= About this task =
Your reply should consist solely of the number of lines in the data that contain "rows".

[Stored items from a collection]

--------

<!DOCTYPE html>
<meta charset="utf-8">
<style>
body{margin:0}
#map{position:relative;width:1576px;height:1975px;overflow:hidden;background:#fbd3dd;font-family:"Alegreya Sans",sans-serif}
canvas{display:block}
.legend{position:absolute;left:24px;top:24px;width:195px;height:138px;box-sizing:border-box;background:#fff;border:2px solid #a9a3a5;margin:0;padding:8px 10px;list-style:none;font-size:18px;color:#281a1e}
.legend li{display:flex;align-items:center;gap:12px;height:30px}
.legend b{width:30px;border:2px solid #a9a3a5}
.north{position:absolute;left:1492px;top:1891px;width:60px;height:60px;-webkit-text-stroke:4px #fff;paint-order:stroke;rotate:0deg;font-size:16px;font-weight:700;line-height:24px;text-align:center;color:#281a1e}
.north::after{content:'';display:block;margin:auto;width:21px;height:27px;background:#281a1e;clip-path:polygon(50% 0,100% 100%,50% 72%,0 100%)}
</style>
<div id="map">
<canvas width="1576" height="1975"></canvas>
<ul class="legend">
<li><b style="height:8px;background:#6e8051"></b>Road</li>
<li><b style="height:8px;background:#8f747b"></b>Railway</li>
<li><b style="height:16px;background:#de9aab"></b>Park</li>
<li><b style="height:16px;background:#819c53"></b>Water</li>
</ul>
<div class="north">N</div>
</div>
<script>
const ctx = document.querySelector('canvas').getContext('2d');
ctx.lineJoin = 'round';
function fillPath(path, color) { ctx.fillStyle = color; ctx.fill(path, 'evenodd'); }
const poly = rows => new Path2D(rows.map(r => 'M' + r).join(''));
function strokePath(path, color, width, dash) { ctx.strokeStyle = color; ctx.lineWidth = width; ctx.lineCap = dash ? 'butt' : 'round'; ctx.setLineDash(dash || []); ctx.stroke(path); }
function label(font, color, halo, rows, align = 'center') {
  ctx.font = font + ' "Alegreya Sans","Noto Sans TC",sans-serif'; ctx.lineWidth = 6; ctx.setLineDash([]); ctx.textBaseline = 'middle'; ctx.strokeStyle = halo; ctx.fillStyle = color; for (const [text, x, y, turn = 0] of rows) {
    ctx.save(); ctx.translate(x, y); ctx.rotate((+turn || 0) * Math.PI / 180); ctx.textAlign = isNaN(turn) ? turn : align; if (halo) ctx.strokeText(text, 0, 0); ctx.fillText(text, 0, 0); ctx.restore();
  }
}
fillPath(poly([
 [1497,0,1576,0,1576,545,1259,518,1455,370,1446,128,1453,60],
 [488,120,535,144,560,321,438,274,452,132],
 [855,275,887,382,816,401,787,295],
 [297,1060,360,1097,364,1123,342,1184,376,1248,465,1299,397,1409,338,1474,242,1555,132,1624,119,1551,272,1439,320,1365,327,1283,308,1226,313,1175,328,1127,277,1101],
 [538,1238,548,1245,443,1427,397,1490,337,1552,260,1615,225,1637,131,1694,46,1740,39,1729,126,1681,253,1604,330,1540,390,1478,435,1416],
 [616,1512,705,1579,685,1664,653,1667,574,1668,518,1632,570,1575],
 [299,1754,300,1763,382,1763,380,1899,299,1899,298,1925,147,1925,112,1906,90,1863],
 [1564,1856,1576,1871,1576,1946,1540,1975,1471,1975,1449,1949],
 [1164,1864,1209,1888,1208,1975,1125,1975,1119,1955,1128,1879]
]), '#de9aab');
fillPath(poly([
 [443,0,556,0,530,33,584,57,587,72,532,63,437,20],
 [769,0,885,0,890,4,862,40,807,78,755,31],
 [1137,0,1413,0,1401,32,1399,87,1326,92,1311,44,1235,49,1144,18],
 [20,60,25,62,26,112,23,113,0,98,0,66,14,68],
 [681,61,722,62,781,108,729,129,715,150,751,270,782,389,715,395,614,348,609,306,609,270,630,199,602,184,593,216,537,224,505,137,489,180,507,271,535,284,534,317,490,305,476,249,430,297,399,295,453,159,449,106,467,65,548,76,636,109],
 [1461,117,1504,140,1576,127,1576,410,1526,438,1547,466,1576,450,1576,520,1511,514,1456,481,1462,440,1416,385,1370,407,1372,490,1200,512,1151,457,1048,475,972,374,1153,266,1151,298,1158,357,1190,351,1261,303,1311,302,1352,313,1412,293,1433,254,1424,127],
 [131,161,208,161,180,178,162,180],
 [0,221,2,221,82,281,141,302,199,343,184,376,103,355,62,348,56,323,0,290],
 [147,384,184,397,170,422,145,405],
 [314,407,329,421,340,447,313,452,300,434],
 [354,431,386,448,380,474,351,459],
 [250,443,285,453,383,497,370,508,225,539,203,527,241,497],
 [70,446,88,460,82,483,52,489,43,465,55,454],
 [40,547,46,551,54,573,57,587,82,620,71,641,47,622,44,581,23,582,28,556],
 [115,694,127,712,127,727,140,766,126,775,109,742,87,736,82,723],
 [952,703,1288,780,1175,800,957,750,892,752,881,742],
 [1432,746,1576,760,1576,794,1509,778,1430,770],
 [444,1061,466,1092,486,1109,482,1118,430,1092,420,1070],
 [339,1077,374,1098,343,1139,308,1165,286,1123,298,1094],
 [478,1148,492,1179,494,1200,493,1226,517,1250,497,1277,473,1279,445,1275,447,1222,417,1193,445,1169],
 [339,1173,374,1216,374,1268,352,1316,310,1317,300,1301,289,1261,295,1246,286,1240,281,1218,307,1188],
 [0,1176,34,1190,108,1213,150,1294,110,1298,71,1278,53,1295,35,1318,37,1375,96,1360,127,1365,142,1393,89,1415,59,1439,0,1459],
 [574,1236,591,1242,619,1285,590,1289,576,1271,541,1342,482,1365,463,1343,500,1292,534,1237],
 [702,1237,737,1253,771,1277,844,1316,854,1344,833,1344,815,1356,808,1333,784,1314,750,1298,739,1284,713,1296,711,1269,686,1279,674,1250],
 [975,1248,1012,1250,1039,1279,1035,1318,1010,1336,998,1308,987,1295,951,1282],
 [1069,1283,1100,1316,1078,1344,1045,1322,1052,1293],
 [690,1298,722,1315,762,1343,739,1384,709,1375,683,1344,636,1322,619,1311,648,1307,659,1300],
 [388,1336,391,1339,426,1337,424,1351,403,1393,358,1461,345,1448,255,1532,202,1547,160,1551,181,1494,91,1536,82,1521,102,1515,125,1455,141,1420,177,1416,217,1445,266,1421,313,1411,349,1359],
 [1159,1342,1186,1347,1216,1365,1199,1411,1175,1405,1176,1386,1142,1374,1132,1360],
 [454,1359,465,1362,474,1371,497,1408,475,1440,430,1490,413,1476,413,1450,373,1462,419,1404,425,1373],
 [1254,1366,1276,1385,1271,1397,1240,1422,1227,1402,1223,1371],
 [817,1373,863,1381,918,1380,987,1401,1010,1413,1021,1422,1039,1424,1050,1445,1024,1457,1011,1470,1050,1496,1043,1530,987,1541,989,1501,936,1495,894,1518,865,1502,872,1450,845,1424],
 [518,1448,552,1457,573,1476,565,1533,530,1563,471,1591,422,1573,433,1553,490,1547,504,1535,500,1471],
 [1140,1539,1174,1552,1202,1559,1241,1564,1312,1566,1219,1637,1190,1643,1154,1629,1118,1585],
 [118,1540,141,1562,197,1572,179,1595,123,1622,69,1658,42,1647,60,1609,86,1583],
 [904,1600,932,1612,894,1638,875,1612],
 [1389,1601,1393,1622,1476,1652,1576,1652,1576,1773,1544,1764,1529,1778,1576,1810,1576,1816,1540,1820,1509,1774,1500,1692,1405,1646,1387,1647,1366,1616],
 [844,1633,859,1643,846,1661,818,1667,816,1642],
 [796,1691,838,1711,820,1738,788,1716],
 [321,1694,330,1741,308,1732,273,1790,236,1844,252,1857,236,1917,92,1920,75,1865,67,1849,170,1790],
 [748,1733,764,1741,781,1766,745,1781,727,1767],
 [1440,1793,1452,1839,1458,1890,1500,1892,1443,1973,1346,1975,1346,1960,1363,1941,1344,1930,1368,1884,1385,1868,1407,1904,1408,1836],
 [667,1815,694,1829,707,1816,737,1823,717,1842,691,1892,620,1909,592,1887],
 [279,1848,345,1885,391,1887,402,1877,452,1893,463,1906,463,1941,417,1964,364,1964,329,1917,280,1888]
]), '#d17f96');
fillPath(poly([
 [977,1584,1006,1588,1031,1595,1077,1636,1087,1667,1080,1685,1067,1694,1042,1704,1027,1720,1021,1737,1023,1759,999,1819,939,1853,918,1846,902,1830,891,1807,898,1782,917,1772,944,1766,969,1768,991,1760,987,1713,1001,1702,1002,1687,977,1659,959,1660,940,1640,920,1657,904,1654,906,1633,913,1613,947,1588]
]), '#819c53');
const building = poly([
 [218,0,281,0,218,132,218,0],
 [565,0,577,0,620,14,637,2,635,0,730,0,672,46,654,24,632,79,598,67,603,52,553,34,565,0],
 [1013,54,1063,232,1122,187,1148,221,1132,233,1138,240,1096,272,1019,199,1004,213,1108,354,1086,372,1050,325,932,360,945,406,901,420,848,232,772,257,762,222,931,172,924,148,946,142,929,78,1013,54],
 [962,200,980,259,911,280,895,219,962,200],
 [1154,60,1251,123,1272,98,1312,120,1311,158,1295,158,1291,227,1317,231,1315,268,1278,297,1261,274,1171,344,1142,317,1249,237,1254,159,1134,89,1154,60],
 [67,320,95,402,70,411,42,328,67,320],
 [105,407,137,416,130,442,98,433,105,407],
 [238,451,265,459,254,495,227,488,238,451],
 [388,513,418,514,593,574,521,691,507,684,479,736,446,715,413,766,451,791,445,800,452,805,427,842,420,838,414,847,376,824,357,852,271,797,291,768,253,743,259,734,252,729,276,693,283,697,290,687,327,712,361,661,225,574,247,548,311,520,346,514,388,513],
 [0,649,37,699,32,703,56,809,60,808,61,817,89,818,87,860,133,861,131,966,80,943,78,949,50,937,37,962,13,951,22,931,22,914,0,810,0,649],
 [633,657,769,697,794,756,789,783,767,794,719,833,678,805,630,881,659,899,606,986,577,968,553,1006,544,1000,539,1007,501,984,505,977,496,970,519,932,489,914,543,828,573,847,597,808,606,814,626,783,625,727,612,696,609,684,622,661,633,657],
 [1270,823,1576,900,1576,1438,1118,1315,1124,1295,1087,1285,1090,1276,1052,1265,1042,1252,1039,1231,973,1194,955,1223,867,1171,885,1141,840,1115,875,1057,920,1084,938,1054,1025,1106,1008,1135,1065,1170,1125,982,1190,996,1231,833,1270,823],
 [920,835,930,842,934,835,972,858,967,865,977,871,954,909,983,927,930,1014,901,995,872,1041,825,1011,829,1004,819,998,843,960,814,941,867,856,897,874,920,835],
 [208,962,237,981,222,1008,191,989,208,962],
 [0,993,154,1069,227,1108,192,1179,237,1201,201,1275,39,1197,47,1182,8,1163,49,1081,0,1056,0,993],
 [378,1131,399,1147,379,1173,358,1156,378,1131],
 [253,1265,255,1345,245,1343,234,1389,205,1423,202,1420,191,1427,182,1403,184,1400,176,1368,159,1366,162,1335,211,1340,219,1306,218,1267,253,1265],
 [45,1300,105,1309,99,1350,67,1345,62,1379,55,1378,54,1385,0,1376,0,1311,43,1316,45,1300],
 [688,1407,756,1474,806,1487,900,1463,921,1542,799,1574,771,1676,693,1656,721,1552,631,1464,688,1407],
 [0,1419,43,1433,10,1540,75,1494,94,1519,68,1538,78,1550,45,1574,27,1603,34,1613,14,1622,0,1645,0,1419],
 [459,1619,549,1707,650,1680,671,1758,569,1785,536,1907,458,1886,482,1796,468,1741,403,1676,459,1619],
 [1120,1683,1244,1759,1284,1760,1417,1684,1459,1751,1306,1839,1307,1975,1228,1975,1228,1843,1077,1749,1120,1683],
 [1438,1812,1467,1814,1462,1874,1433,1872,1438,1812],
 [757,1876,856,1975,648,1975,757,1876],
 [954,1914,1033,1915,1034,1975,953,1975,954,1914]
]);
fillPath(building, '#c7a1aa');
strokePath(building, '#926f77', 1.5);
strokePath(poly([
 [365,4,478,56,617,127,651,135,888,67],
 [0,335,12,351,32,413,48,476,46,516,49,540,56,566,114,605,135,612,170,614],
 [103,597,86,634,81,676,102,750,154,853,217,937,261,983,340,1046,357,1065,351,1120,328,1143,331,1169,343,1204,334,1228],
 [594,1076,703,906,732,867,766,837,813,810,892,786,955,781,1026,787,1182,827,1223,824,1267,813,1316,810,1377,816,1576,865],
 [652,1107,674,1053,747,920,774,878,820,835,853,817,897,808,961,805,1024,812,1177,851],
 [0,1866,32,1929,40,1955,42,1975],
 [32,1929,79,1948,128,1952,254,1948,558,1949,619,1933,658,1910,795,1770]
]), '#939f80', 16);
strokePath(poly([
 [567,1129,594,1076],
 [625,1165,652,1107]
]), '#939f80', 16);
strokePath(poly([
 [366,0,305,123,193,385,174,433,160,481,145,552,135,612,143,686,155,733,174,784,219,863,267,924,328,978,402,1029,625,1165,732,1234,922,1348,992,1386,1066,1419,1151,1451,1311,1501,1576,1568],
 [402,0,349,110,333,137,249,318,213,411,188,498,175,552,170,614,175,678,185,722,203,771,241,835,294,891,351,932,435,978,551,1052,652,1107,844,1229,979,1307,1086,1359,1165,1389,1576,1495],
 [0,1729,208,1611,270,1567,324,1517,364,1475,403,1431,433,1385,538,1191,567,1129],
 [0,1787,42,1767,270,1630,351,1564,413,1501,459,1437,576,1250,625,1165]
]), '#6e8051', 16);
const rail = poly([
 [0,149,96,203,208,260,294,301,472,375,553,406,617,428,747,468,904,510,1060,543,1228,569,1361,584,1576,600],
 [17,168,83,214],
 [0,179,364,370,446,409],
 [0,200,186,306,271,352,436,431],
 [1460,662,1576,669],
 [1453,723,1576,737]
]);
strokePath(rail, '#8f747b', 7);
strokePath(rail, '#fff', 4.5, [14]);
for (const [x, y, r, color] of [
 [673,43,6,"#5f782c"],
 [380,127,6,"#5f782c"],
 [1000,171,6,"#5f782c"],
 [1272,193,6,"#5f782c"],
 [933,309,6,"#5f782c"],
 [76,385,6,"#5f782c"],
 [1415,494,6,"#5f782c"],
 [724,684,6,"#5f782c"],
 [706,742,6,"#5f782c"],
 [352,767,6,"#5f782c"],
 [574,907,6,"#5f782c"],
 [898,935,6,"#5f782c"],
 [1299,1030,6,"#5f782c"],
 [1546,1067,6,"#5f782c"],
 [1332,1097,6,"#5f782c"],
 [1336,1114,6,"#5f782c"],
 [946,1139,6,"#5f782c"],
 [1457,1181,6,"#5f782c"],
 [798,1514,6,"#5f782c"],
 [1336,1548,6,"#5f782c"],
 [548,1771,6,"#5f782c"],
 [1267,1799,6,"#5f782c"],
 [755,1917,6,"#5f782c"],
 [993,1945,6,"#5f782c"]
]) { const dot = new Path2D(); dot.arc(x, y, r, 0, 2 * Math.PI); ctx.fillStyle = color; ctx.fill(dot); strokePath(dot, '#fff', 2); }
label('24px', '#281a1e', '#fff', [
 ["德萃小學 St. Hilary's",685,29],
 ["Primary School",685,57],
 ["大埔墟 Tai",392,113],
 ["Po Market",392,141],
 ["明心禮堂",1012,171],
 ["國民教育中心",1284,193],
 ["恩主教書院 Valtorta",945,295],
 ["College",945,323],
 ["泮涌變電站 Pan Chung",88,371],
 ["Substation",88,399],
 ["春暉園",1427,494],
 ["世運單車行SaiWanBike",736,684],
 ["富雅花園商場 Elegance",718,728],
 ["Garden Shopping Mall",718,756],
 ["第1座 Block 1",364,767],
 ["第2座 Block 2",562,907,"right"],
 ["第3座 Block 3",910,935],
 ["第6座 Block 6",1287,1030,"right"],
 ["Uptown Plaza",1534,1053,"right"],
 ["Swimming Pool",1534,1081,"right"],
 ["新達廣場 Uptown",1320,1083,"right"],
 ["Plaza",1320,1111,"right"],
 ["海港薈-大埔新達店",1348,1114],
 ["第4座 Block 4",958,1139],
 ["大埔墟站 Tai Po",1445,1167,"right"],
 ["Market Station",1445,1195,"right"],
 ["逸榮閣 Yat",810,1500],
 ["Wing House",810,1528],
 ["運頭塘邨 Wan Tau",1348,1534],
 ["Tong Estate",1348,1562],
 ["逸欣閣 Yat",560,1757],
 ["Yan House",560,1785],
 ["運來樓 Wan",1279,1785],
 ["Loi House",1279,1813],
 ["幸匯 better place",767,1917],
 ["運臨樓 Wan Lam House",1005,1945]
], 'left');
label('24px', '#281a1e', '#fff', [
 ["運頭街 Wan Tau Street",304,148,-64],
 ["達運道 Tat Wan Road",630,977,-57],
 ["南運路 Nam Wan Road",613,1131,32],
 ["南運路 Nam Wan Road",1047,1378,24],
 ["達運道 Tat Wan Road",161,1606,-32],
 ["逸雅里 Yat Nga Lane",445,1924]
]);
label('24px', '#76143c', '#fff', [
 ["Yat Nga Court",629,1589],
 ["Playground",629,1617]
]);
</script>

--------

= Response to the task =
3